Pope Francis wrote in Evangelii Gaudium that “the church which ‘goes forth’ is a community of missionary disciples.” The way forward, then, is to embrace the methodology of Jesus Christ, which means to encounter people, accompany them, integrate them into the larger faith community and send them forth to “make disciples of all nations” (Mt. 28:19).
As the church’s worldwide synod continues, it is important to ask: How are we embracing the synodal themes of mission, participation and communion?
Last June, in an earlier article on U.S. diocesan policies, I suggested that dioceses need to rethink the process by which sexuality and gender-identity policies are written for Catholic schools. Many months later, there are now well over 30 dioceses with identified policies. These policies, as I see them, mostly lack a foundation in lived experience and pastoral care, which ultimately hinders the work of evangelization being done in Catholic schools.
While Catholic doctrine offers us a defined, systematic and theological approach to the world, the application of doctrine is necessarily affected by myriad variables that call for discernment when working with people facing real-life challenges. Church leaders thus face a dilemma: Look the other way when it comes to the pastoral ministry being done to support LGBTQ students and their families, or respond to these challenges and initiatives with the urgency and force of authoritative, and often restrictive, policies.
In the Gospel of Luke, Jesus heals a woman who is “bent over” with an infirmity (13: 10-17). Moved with compassion, he says, “Woman, you are set free” and then lays his hand on her shoulder. This is an example of the pedagogy of Christ: “I have given you a model to follow, so that as I have done for you, you should also do” (Jn. 13:15).
There is a clue here for those who teach the fundamentals of our Catholic faith. The best teaching happens through personal encounters, which are encounters of love—not tough love, but encounters characterized by what Pope Francis calls “tenderness.”
In contrast to this more relational model of catechesis, we continue to see signs in Catholic education that point toward a more didactic, even apodictic, model of instruction—more along the lines of apologetics. This emerges particularly in the debate over how to speak about sexual orientation and gender identity, and flows even into decisions over the words and letters we use.
Unfortunately, this issue has become so polarized in the American church that it feels like we have to make a fool’s choice between truth and love, or between right belief and right action. Under this increasingly polarized model, persons in “irregular” states of life can choose to live within the boundaries of Catholic doctrine or they can choose to leave and find a different spiritual home.

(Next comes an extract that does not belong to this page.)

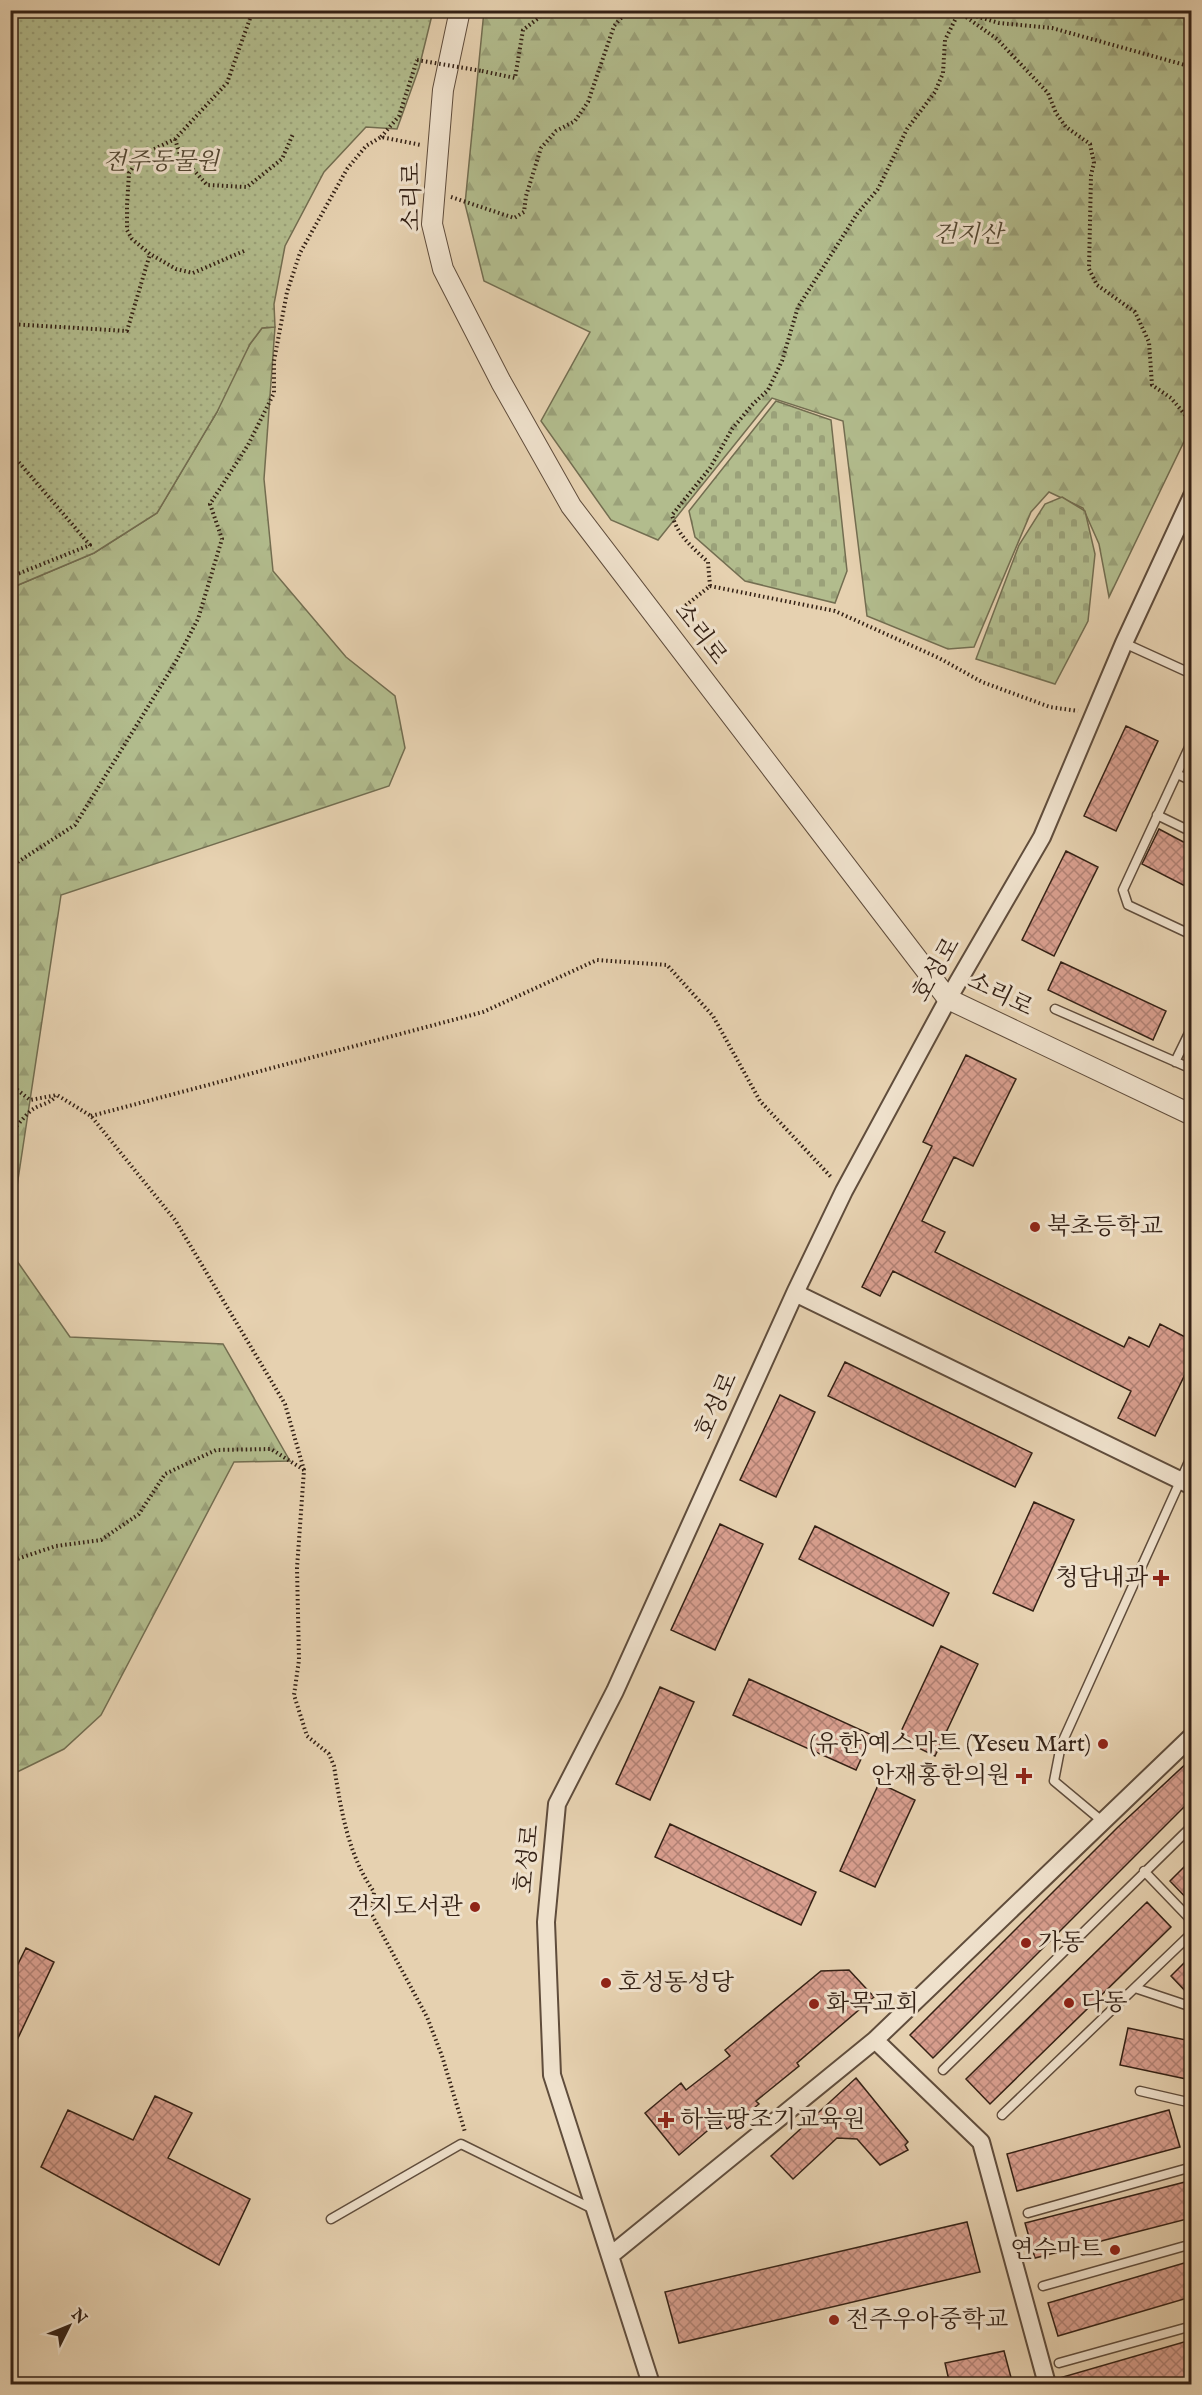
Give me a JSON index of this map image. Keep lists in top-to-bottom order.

As written in the gender-identity policy of the Diocese of Des Moines: “[Families must] respect the Church’s mission to witness to truths accessible to reason and faith if they are to fully participate in our faith communities, including our Catholic schools.” But to this point, the Vatican’s Congegation for Catholic Education states, “In [some] schools there is no room for those who are not ‘totally’ Catholic. This approach contradicts the vision of an ‘open’ Catholic school that intends to apply to the educational sphere the model of a ‘Church which goes forth.’”
In his book Between Man and Man, Martin Buber, the Jewish philosopher, defined dialogue as “living in the tension of the narrow ridge” between absolutes and unknowns. I find that image of the narrow ridge very helpful.
On one hand, the Congregation for Catholic Education suggests that Catholic schools are “responsible for ensuring respect for the life, dignity and freedom of pupils and other members of the school, putting in place all necessary procedures to promote and protect minors and the most vulnerable.”
On the other hand, the Dicastery for the Doctrine of the Faith stated, in 1986, that “[d]eparture from the Church’s teaching, or silence about it, in an effort to provide pastoral care, is neither caring nor pastoral.” At the current moment, rather than engaging in a meaningful dialogue that holds these two positions in tension, we are experiencing an escalation in rhetoric that is dividing the People of God.
Locked in conflict
As new policies continue to emerge, words are “setting forests ablaze” (Jas. 3:5). The Diocese of Sioux Falls admits that their policy on the liturgy, which bars transgender Catholics from serving at Mass, is “intentionally exclusionary,” but says “the Catholic school’s mission and its responsibility to all parents shall at all times be viewed as the greater consideration than a school administration’s concern for any one student.”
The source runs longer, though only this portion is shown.